Ghost Wars: The Secret History of the CIA, Afghanistan, and Bin Laden, from the Soviet Invasion to September 10, 2001 by Steve Coll

Ghost Wars: The Secret History of the CIA, Afghanistan, and Bin Laden, from the Soviet Invasion to September 10, 2001 by Steve Coll

Author:Steve Coll
Language: eng
Format: mobi
Tags: Afghanistan, International Relations, Political Freedom & Security, Intelligence, Political, Asia, General, Political Science, Central Asia, Biography & Autobiography, Terrorism, History
ISBN: 9781594200076
Publisher: Penguin Books
Published: 2004-02-23T08:42:12.371000+00:00


BY THE AUTUMN OF 1997 persistent lobbying against the Taliban by the Feminist Majority had influenced the two most important women in the Clinton administration, Madeleine Albright and Hillary Clinton. When Albright visited a refugee camp in Peshawar that November, she departed from her prepared script and denounced the Taliban’s policies toward women as “despicable.” It was the first time a Clinton Cabinet member had made such a forceful statement about Taliban human rights violations. A few weeks later Hillary Clinton used a major speech about human rights at the United Nations to single out the Taliban. “Even now the Taliban in Afghanistan are blocking girls from attending schools,” Clinton said. The Taliban were harassing those “who would speak out against this injustice.” It was the first time that either of the Clintons had seriously criticized the Taliban in public.24

The impetus had come from old friends of Albright and Hillary Clinton in the feminist policy networks of the Democratic Party. These were accomplished, professional women of the baby boomer generation now stepping into powerful positions that women had not held in Washington before, at least not in these numbers. They kept in touch with one another and worked each other’s issues. The Taliban had now slipped onto the agenda of this fax machine network. Sitting cross-legged in their barren ministries thousands of miles away in Kandahar, the Taliban’s leaders had no idea where this turn in American attitudes had come from. They made little effort to find out.When pressed on the issue of education for girls by the occasional visiting American delegation, they said, “This is God’s law,” recalled the State Department’s Leonard Scensny. “This is the way it’s supposed to be. Leave us alone.”25

Despite the loss of their embassy in Washington, Massoud’s closest aides pressed their worldwide lobbying campaign to rally support for their war against the Taliban. In Washington that fall, Abdullah, now officially deputy foreign minister in Massoud’s rump government, told State Department officials that bin Laden was financing the Taliban. He tried to persuade the handful of Afghan experts he met at Foggy Bottom that the Taliban should be seen as part of a regional network of Islamist radicalism funded by bin Laden and other wealthy Persian Gulf sheikhs.
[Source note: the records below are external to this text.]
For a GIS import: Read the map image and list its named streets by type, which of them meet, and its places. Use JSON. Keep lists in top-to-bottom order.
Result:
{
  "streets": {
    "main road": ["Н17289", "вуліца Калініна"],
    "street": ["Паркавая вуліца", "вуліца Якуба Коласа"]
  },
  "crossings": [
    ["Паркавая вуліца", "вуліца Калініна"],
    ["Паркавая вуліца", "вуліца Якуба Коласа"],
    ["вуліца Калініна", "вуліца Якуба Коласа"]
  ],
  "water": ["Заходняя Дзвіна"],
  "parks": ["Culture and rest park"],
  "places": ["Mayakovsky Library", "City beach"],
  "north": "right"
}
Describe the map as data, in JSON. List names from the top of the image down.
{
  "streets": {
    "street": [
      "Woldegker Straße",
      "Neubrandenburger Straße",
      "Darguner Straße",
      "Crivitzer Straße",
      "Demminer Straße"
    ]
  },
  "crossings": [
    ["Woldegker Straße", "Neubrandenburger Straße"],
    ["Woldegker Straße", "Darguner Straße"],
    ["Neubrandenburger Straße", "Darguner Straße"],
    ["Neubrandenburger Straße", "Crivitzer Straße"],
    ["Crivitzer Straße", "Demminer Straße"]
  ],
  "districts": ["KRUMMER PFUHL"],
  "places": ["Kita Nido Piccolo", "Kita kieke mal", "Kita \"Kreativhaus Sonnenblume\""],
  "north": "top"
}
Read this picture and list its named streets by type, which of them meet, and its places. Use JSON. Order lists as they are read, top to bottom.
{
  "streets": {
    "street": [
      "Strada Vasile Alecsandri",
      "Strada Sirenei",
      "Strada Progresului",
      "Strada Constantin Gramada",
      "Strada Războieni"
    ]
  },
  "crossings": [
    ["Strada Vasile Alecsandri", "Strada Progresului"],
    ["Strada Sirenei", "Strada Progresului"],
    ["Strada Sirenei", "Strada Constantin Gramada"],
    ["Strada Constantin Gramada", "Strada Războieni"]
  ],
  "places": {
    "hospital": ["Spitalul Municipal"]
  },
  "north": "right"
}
In comments such as Albright’s, Abdullah could see “signs of some change” in American attitudes, but at the working level of the State Department, all he heard about was the need for Massoud to negotiate with the Taliban. There seemed little belief that the Taliban posed a serious threat. Most of all, “what was lacking there was a policy,” Abdullah recalled. The path of least resistance at the State Department was “to accept the presence of the Taliban as a reality” in Afghanistan and try to negotiate solutions “through Pakistan,” as Abdullah recalled it. On the American side, “We wanted to see if there was a way to bring about a peaceful settlement of the continuing civil war,” remembered Karl F. “Rick” Inderfurth, then assistant secretary of state for South Asian affairs.